The Corporations Amendment (Crowd-sourced Funding) Bill 2016 (Cth), which is currently before the Commonwealth Senate, plans to amend the Corporations Act 2001 (Cth) to deal with an increase in crowd-sourced capital-raising activities by companies within Australia. A more detailed exposition and analysis of the proposed Bill is contained within the latest issue of the Company and Securities Law Journal in Catie Moore, “Equity Crowdfunding in Australia: How Far Have We Come and Where to Next?” (2017) 35 C&SLJ 102.
Crowdfunding is a capital-raising activity whereby a company seeks investors to fund some future activity. Quite often, the company is a start-up which has been unable to access investment through traditional loans schemes or angel investors. Often, also, the investors (or “backers”) are many in number, but offer only small amounts of capital per person. Crowdfunding can take many forms, but is largely categorised into four broad types: donations-based, rewards-based, lending-based and equity-based.
Donations-based and rewards-based funding have both taken a front page in the news in recent years, as small startups like Oculus raised millions to fund game-changing technologies like virtual reality headsets; while other campaigns collected thousands of dollars overnight to fly victims of abuse to Rome as Cardinal George Pell gave evidence for the Royal Commission into Institutional Responses to Child Sexual Abuse.
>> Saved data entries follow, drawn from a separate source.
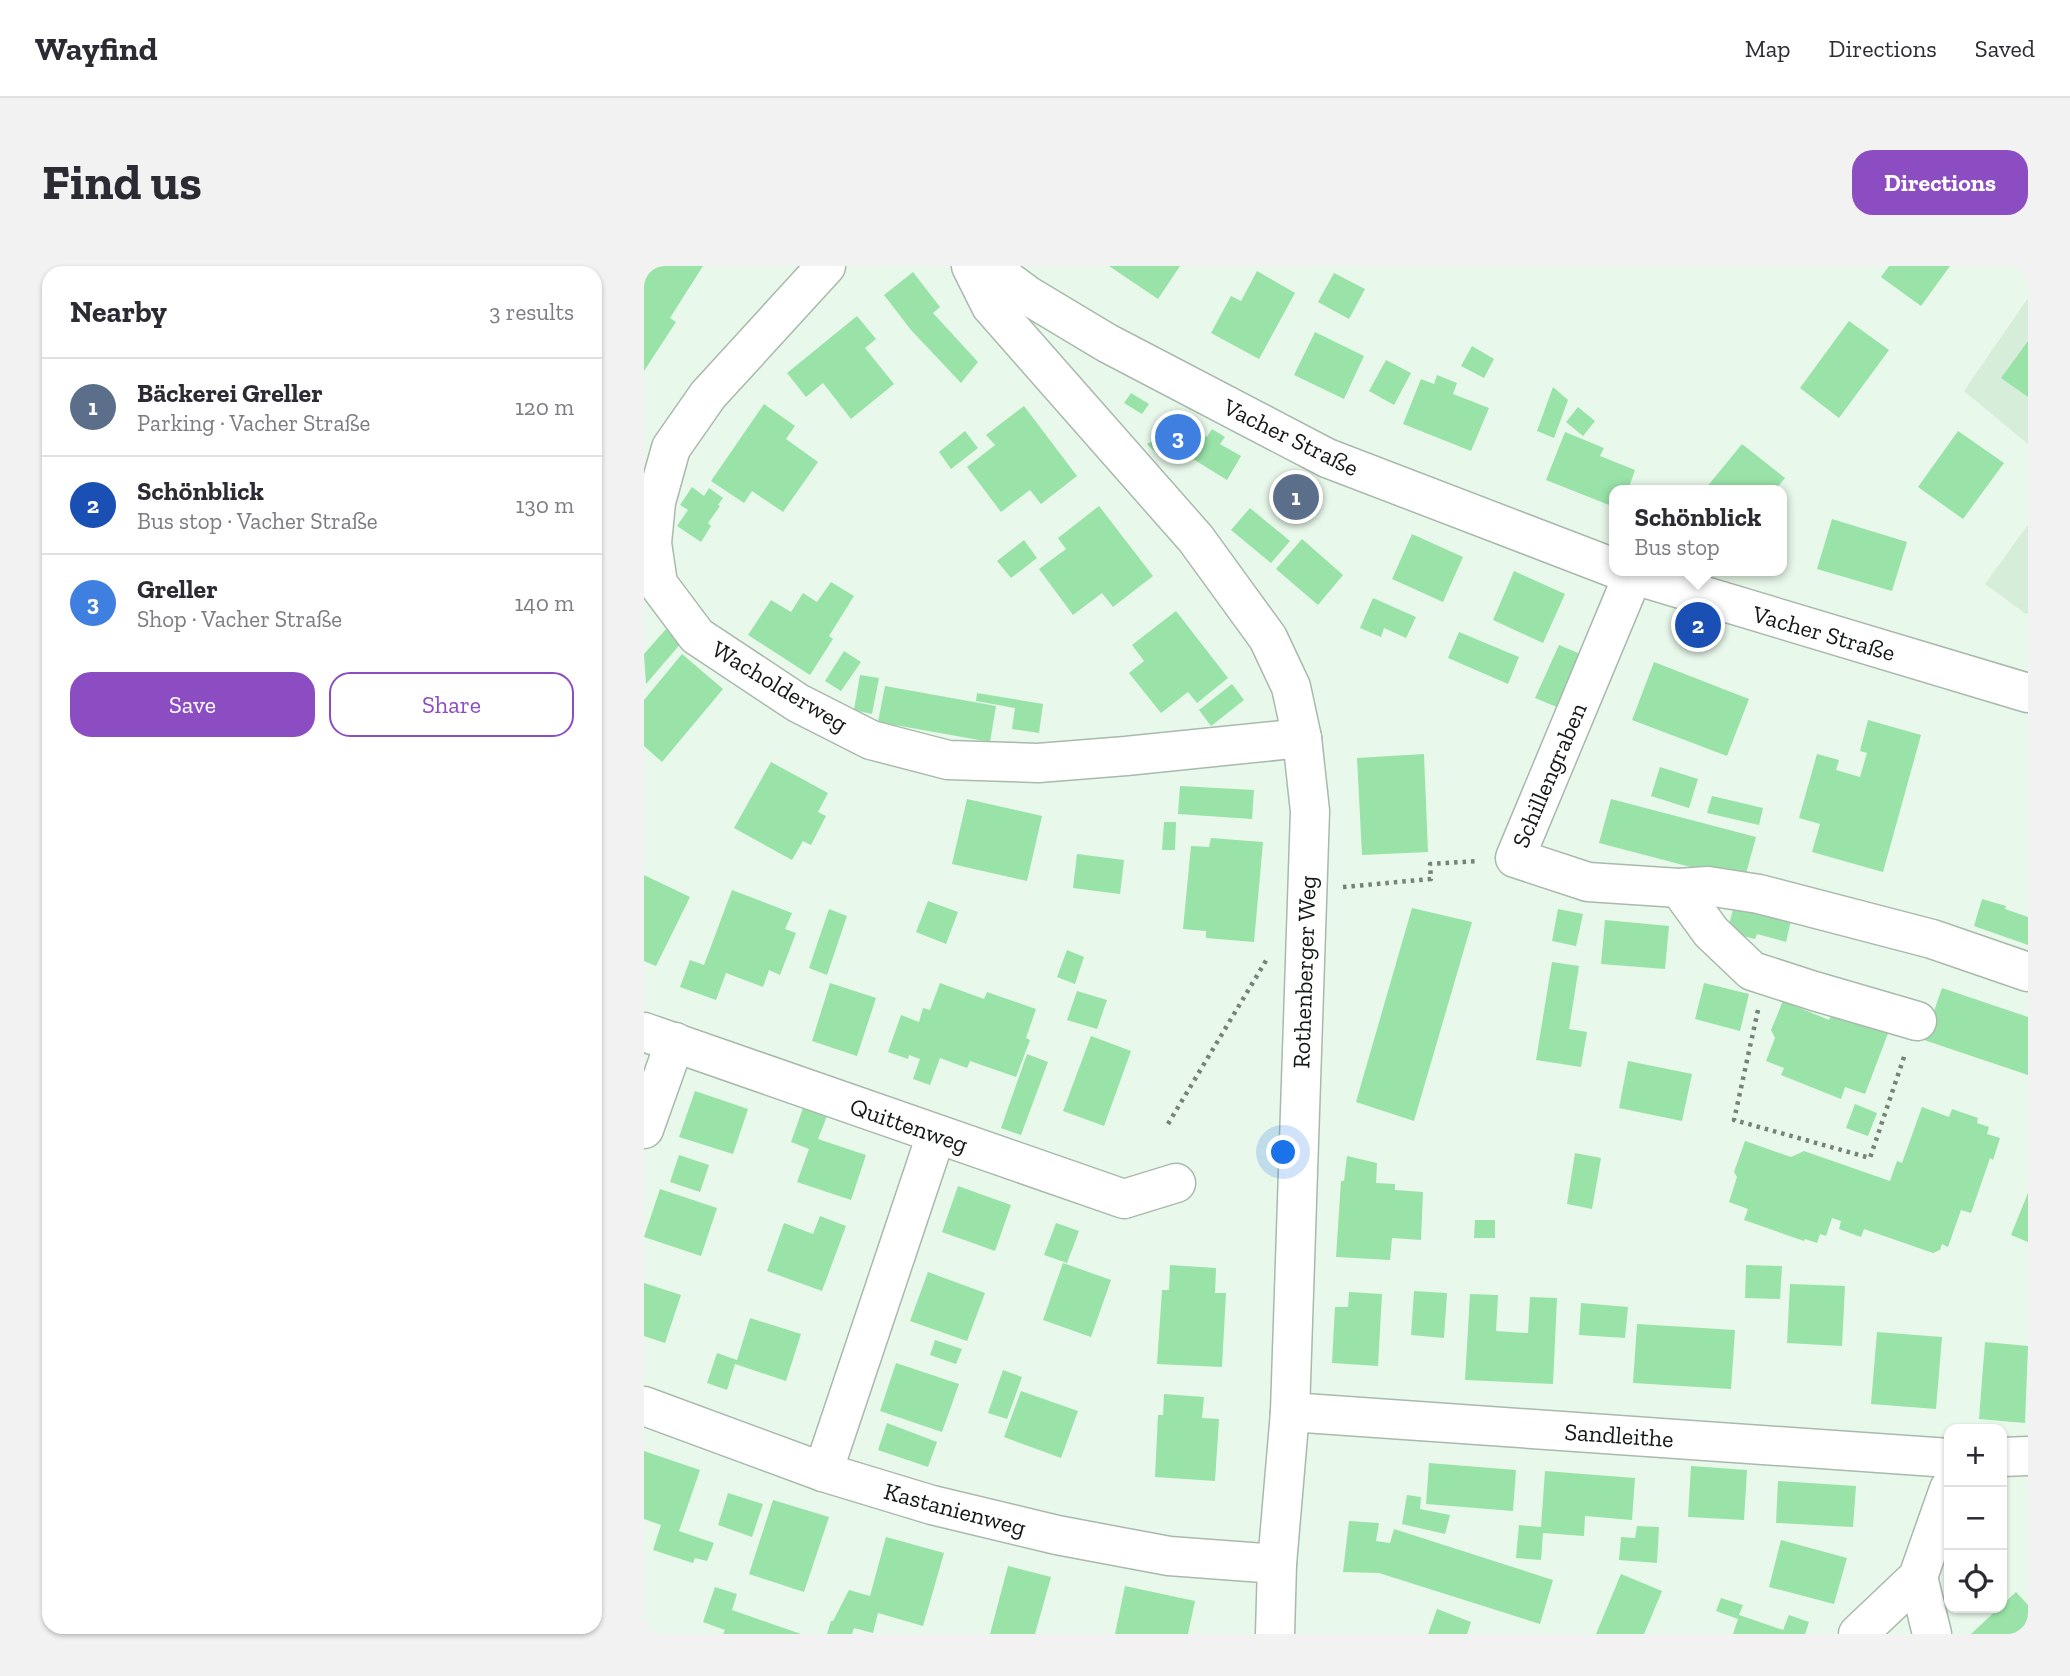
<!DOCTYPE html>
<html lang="en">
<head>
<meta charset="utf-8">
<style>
	:root { --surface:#fff; --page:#f2f2f3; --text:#2b2b33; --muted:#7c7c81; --line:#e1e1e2; --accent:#8c4dc2 }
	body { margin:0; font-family:"Zilla Slab",serif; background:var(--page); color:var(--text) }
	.controls { position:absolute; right:21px; bottom:21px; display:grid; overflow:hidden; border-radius:14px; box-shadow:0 2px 5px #0004 }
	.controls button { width:63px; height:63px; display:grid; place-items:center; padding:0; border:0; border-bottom:2px solid var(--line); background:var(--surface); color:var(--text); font:35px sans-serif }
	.you { position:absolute; left:640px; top:887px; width:24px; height:24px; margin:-18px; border:5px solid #fff; border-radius:50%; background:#1a73e8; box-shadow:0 0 0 10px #1a73e833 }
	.badge { display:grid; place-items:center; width:46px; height:46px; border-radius:50%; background:var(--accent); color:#fff; font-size:23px; font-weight:700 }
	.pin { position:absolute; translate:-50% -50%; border:4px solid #fff; box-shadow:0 2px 7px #0006 }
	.popup { position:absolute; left:965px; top:219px; width:178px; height:91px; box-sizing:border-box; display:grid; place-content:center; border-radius:14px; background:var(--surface); filter:drop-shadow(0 2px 5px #0005); font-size:23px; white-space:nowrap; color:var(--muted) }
	.popup b { font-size:26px; color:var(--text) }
	.popup::after { content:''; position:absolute; left:50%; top:100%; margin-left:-14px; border:14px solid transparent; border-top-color:var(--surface) }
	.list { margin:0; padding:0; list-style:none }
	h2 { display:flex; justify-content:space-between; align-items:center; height:91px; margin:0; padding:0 28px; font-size:30px }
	h2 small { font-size:23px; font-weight:400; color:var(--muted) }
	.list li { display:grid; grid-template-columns:46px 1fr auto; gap:21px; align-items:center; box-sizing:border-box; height:98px; padding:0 28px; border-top:2px solid var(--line) }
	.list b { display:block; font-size:26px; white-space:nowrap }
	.list p { margin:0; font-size:23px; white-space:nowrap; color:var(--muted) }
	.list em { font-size:23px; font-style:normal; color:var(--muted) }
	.actions { display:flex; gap:14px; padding:21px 28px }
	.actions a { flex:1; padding:16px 0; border:2px solid var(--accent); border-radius:21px; text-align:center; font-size:24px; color:var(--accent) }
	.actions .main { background:var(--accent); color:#fff }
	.icon { flex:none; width:38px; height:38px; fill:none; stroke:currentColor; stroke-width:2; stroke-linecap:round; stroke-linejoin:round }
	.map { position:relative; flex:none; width:1384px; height:1368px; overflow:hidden; border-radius:21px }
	header { display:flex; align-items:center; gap:42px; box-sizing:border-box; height:98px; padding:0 35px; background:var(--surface); border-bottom:2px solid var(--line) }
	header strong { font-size:33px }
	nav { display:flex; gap:38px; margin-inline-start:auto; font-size:24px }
	.intro { display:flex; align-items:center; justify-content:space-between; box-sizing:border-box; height:168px; padding:0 42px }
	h1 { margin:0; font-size:49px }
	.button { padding:18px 32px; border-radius:21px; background:var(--accent); color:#fff; font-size:24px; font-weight:700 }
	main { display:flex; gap:42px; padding:0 42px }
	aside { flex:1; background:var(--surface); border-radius:21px; box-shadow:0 2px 5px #0004 }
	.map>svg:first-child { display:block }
</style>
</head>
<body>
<header>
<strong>Wayfind</strong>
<nav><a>Map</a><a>Directions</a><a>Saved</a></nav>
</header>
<div class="intro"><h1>Find us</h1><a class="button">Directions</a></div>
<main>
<aside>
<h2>Nearby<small>3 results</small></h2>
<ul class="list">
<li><span class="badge" style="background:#5c6f8a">1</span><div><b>Bäckerei Greller</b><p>Parking · Vacher Straße</p></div><em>120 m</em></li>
<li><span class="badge" style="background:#1a4fb4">2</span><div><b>Schönblick</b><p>Bus stop · Vacher Straße</p></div><em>130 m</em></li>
<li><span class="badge" style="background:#3f7fe0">3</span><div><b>Greller</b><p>Shop · Vacher Straße</p></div><em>140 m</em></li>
</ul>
<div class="actions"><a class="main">Save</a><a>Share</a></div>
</aside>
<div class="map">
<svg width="1384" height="1368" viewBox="0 0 1384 1368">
	<rect width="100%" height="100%" fill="#e8f8ea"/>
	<g fill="#d6edda">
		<path d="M1384 32V178L1320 125Z"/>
		<path d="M1384 259V347L1382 348 1341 318Z"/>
	</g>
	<g fill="#99e3a8">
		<path d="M0 0H59L26 52 32 56 0 105Z"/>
		<path d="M465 0H536L514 33Z"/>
		<path d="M1245 0H1306L1277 40 1237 11Z"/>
		<path d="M613 5 651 27 615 93 567 67 587 30 597 35Z"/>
		<path d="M269 6 296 41 289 47 334 96 317 117 267 64 240 29Z"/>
		<path d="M690 7 721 23 705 53 674 36Z"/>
		<path d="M213 50 232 73 221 82 250 118 207 153 179 117 162 131 143 107Z"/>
		<path d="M1205 55 1245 84 1195 152 1156 122Z"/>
		<path d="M671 66 720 90 700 133 650 109Z"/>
		<path d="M1384 75V131L1357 112Z"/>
		<path d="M828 80 850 93 840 112 817 100Z"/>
		<path d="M742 94 767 107 750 139 725 125Z"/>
		<path d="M793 109 813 117 809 128 845 142 827 185 759 158 777 113 790 118Z"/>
		<path d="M909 121 924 134 910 172 893 165Z"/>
		<path d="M487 127 505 138 498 148 480 137Z"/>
		<path d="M120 138 151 160 142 173 174 196 139 246 108 225 100 237 67 215Z"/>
		<path d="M380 140 433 210 397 238 386 224 357 246 323 201 351 179 342 169Z"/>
		<path d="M934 141 951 155 939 170 922 156Z"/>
		<path d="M527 149 563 171 568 163 581 171 576 178 597 190 583 214 523 177 514 189 503 178 514 172Z"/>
		<path d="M321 165 334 182 307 203 295 186Z"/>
		<path d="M1314 165 1360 197 1319 253 1274 221Z"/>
		<path d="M921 166 960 182 956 190 991 204 984 224H970V241L902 214Z"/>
		<path d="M1098 178 1141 212 1131 224H1064L1062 222Z"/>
		<path d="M48 221 60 230 65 222 79 232 74 239 76 240 64 257 67 260 57 276 33 260 44 244 36 239Z"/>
		<path d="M455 240 509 310 469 341 458 327 429 349 395 303 422 283 414 272Z"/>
		<path d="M606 242 646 275 627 297 587 264Z"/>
		<path d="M1188 253 1263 276 1248 325 1173 303Z"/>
		<path d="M768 268 819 291 799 336 748 313Z"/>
		<path d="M658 273 699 309 674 339 632 303Z"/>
		<path d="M380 274 393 292 367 312 353 295Z"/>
		<path d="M870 305 921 328 899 377 849 354Z"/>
		<path d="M187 316 210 330 185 370 189 373 166 409 104 369 127 334 147 346 159 327 173 336Z"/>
		<path d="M729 332 772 351 762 372 740 362 737 371 716 362Z"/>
		<path d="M532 345 584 412 553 437 544 426 517 447 485 407 500 395 488 379Z"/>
		<path d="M22 363 38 376 2 418 0 388Z"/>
		<path d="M815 366 875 391 864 418 804 392Z"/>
		<path d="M915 379 939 389 915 442 891 432Z"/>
		<path d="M200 385 217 396 197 425 181 415Z"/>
		<path d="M38 388 79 423 18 496 0 480V434Z"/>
		<path d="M1010 396 1105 433 1083 490 988 454Z"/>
		<path d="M216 409 235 412 228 448 210 444Z"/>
		<path d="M588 418 600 434 567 460 555 444Z"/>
		<path d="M241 420 352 440 346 476 234 456Z"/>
		<path d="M333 427 399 438 395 467 368 463 371 442 332 435Z"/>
		<path d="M1224 454 1277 469 1239 606 1168 586 1176 558 1155 552 1173 488 1195 494 1192 504 1216 511 1223 487 1216 485Z"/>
		<path d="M780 488 784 586 718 589 713 492Z"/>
		<path d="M127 496 184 527 174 546 182 550 167 579 159 575 148 594 90 562Z"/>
		<path d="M1016 501 1054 513 1045 542 1007 530Z"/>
		<path d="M536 520 610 524 608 553 534 548Z"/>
		<path d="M1068 530 1119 542 1115 559 1063 547Z"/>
		<path d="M323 533 398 550 383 615 308 598Z"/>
		<path d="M967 533 1112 571 1100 615 955 577Z"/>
		<path d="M520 556H532L531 584H518Z"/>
		<path d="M567 572 619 576 610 676 562 672V665L539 663 547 580 565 581Z"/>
		<path d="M433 588 480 594 476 628 429 622Z"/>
		<path d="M0 609 46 631 12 700 0 695Z"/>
		<path d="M88 624 148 647 141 663 152 667 136 709 125 704 119 721 82 707 72 734 36 721 46 694 60 699Z"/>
		<path d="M1338 633 1362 640 1361 643 1384 651V679L1330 660Z"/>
		<path d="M284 635 314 646 302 678 272 666Z"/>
		<path d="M1090 640 1149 646 1142 676 1113 668 1111 673 1083 666Z"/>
		<path d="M768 642 828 656 770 855 712 836Z"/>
		<path d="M185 643 203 650 183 709 165 702Z"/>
		<path d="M914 643 939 648 932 680 908 675Z"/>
		<path d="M961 654 1025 660 1021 703 957 698Z"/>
		<path d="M423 684 440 691 431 718 413 711Z"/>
		<path d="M908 696 935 700 925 763 943 766 937 801 892 794Z"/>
		<path d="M186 717 232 732 213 790 168 775Z"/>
		<path d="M296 717 340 733 343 726 392 743 382 772 386 774 372 811 326 795 323 802 296 792 286 819 269 813 276 793 265 789 264 793 244 786 257 749 275 756 279 742 286 744Z"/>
		<path d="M1060 717 1105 728 1096 765 1051 753Z"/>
		<path d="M1298 722 1384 751V809L1280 774Z"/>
		<path d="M433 725 463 734 453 763 423 754Z"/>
		<path d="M1139 735 1185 754 1189 746 1246 762 1221 828 1201 821 1197 833 1137 809 1140 802 1122 795 1131 772 1127 764Z"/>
		<path d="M447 770 487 785 460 860 419 845Z"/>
		<path d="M383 788 404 796 377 869 357 862Z"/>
		<path d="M984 795 1048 808 1038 855 975 842Z"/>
		<path d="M51 825 104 843 89 888 35 871Z"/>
		<path d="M1211 838 1233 847 1224 870 1202 862Z"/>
		<path d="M1278 841 1305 851 1308 843 1334 852 1333 857 1345 861 1343 868 1356 872 1349 894 1346 892 1327 947 1317 944 1304 981 1298 978 1296 984 1289 987 1220 963 1217 971 1195 963 1197 955 1188 952 1182 970 1176 968 1173 977 1161 973 1160 975 1100 954 1104 943 1085 936 1093 911 1090 906 1101 875 1147 891 1160 885 1246 915 1253 895 1258 897Z"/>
		<path d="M159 842 183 850 174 873 222 889 207 934 153 916 165 883 147 876Z"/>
		<path d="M931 887 957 892 948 943 923 938Z"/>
		<path d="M35 889 65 899 56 926 26 916Z"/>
		<path d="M703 890 733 897 732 917 751 918V924L779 926 777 974 748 972 746 994 692 991 697 915H700Z"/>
		<path d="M314 920 367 939 351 985 298 966Z"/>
		<path d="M16 923 73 942 57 990 0 971Z"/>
		<path d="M1384 927V976L1367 969Z"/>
		<path d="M176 950 202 960 178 1025 123 1005 140 957 169 968Z"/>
		<path d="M831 954H851V972H830Z"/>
		<path d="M412 957 435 965 423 997 400 989Z"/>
		<path d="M419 997 467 1014 447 1071 399 1054Z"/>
		<path d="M526 999 572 1002 571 1027H582L578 1101 513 1098 518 1024H525Z"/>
		<path d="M1102 999 1138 1000 1136 1033 1101 1032Z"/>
		<path d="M284 1006 341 1027 323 1075 266 1055Z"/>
		<path d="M0 1017 37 1029 21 1077 0 1070Z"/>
		<path d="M1146 1018 1201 1020 1198 1080 1143 1077Z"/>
		<path d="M770 1025 803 1027 800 1072 767 1069Z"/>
		<path d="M705 1026 738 1028 734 1100 688 1097 691 1041H704Z"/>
		<path d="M826 1028 854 1029 852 1065 884 1067 886 1031 913 1032 909 1118 821 1114Z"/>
		<path d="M937 1037 984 1041 981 1072 935 1069Z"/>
		<path d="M106 1052 157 1068 142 1115 91 1098 83 1124 63 1117 73 1087 93 1094Z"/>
		<path d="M993 1058 1091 1064 1087 1123 989 1117Z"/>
		<path d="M1233 1066 1298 1071 1292 1143 1227 1138Z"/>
		<path d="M291 1074 318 1083 312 1098 286 1089Z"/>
		<path d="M1341 1076 1384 1080 1381 1157 1335 1153Z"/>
		<path d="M252 1097 315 1118 298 1166 236 1145Z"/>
		<path d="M359 1104 378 1111 363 1153 344 1147Z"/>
		<path d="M377 1125 434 1145 417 1192 360 1171Z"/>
		<path d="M520 1128 560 1131 558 1152 575 1153 571 1215 511 1211 514 1149H519Z"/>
		<path d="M243 1157 293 1176 284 1201 234 1184Z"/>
		<path d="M0 1185 56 1204 35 1265 70 1277 63 1295 51 1292 49 1297 9 1284 17 1259 0 1253Z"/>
		<path d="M785 1197 872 1204 869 1245 782 1238Z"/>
		<path d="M1047 1200 1103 1204 1100 1254 1044 1251Z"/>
		<path d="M901 1205 991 1212 988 1254 941 1250 940 1270 899 1267 897 1294 872 1292 875 1259 897 1261Z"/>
		<path d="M1134 1215 1212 1220 1209 1261 1132 1257Z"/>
		<path d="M84 1227 119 1238 108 1271 74 1259Z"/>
		<path d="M763 1229 777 1231 776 1243 806 1249 801 1268 758 1258Z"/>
		<path d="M129 1234 185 1251 160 1326 105 1308Z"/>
		<path d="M705 1255 735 1257 732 1275 746 1277 750 1263 909 1314 896 1358 735 1307 699 1306Z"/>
		<path d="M993 1260 1015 1261 1013 1297 975 1294 977 1271 991 1272Z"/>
		<path d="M242 1271 300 1287 279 1360 234 1347 229 1367 210 1362 208 1368H183L187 1355H189L205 1324 226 1330Z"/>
		<path d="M1137 1274 1203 1292 1190 1338 1125 1321Z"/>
		<path d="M364 1300 407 1311 391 1368H346Z"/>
		<path d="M977 1308 1018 1325 1000 1368H952Z"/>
		<path d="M481 1320 551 1335 544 1368H471Z"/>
		<path d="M71 1321 93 1328 88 1344 157 1368H79L81 1364 59 1356Z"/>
		<path d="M1372 1326 1384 1339V1368H1327Z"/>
		<path d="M1077 1332 1099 1339 1095 1349 1139 1364 1145 1349 1165 1356 1161 1368H1089L1094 1353 1072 1345Z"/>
		<path d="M793 1343 827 1356 823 1368H784Z"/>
	</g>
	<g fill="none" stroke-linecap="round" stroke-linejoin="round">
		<g stroke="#a9b9ac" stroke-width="41">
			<g id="minor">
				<path d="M182 0 64 129 27 182 12 236 8 277 14 318 53 370 154 437 227 474 304 494 394 497 482 490 658 472"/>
				<path d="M327 0 347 40 552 273 624 372 647 421 658 472 666 545 646 1146 633 1298 631 1368"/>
				<path d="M344 0 383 29 463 77 683 192 970 302"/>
				<path d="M977 305 1384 427"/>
				<path d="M989 309 871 592 944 616 1035 622 1064 620 1115 628 1288 673 1384 706"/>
				<path d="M1035 622 1067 666 1108 705 1170 725 1273 755"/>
				<path d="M0 766 480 933 532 917"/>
				<path d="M0 863 31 776"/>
				<path d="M0 1140 179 1206 288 1239 413 1269 525 1290 633 1298"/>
				<path d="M646 1146 1305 1192"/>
				<path d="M1358 1191 1384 1190"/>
				<path d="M179 1206 292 869"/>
				<path d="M1274 1311 1288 1368"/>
				<path d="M1214 1368 1274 1311 1305 1223"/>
			</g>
		</g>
		<g stroke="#778278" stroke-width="4.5" stroke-dasharray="3.5 5" stroke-linecap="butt">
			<path d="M699 621 787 613 786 598 835 595"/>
			<path d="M1114 744 1090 854 1226 892 1261 788"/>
			<path d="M524 858 623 693"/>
		</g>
		<use href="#minor" stroke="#fff" stroke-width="38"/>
	</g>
	<g text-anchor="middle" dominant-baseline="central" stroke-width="5" stroke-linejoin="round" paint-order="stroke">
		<g font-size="24" fill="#131914" stroke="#fff">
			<text transform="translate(647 171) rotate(26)">Vacher Straße</text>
			<text transform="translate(1180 367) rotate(16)">Vacher Straße</text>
			<text transform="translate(136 420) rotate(31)">Wacholderweg</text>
			<text transform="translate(905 509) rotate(-67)">Schillengraben</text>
			<text transform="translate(660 706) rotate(-88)">Rothenberger Weg</text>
			<text transform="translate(265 859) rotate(19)">Quittenweg</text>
			<text transform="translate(975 1169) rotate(4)">Sandleithe</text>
			<text transform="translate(311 1243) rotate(15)">Kastanienweg</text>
		</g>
	</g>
</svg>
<div class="controls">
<button>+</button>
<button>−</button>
<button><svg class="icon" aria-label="locate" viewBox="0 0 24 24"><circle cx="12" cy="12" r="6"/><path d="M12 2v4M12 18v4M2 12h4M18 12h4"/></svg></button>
</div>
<div class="you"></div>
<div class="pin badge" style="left:652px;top:231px;background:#5c6f8a">1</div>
<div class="pin badge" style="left:1054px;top:359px;background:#1a4fb4">2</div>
<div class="popup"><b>Schönblick</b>Bus stop</div>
<div class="pin badge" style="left:534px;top:171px;background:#3f7fe0">3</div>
</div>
</main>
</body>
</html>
Much of this sudden popularity is due to the ability of crowdfunding campaigns to take advantage of the viral nature of social media, as well as to market directly to a growing number of internet-savvy adults with disposable incomes.
It is the fourth area of crowdfunding (equity-based) that Parliament is seeking to regulate with this Bill. Rather than donations-based (which is charitable in nature), lending-based (where repayment with interest is expected) or rewards-based crowdfunding (which acts more like a “pre-order” system), equity-based crowdfunding offers investment opportunities – offering potential backers part ownership in a company in return for their money. Due to the nature of crowdfunding – tending to attract risky, novel and innovative ventures – there have been many calls for greater regulation in this area.
This current Bill passed the House of Representatives on 8 February 2017, after which it was introduced to the Senate. The Bill’s second reading has been deferred to a later date, with amendments by the Opposition to be discussed. This is the second iteration of the Bill, with the Corporations Amendment (Crowd-sourced Funding) Bill 2015 (Cth) having lapsed due to the prorogation of the Senate in mid-2016.
In her article, Moore discusses the 2016 Bill’s strengths and weaknesses, analysing it in light of current legislation and providing recommendations to enhance the Bill’s commercial application. Key recommendations by Moore are:
- An exemption from public company requirements for start-up companies.
- A requirement for disclosure in offer documents.
- An increased assets and turnover cap for eligible issuers.
- An extended offer period from 3 months to 12 months.
- ASIC should build on its current regulatory guide, RG-254 to deal with issuing securities under a crowd-sourced funding offer document.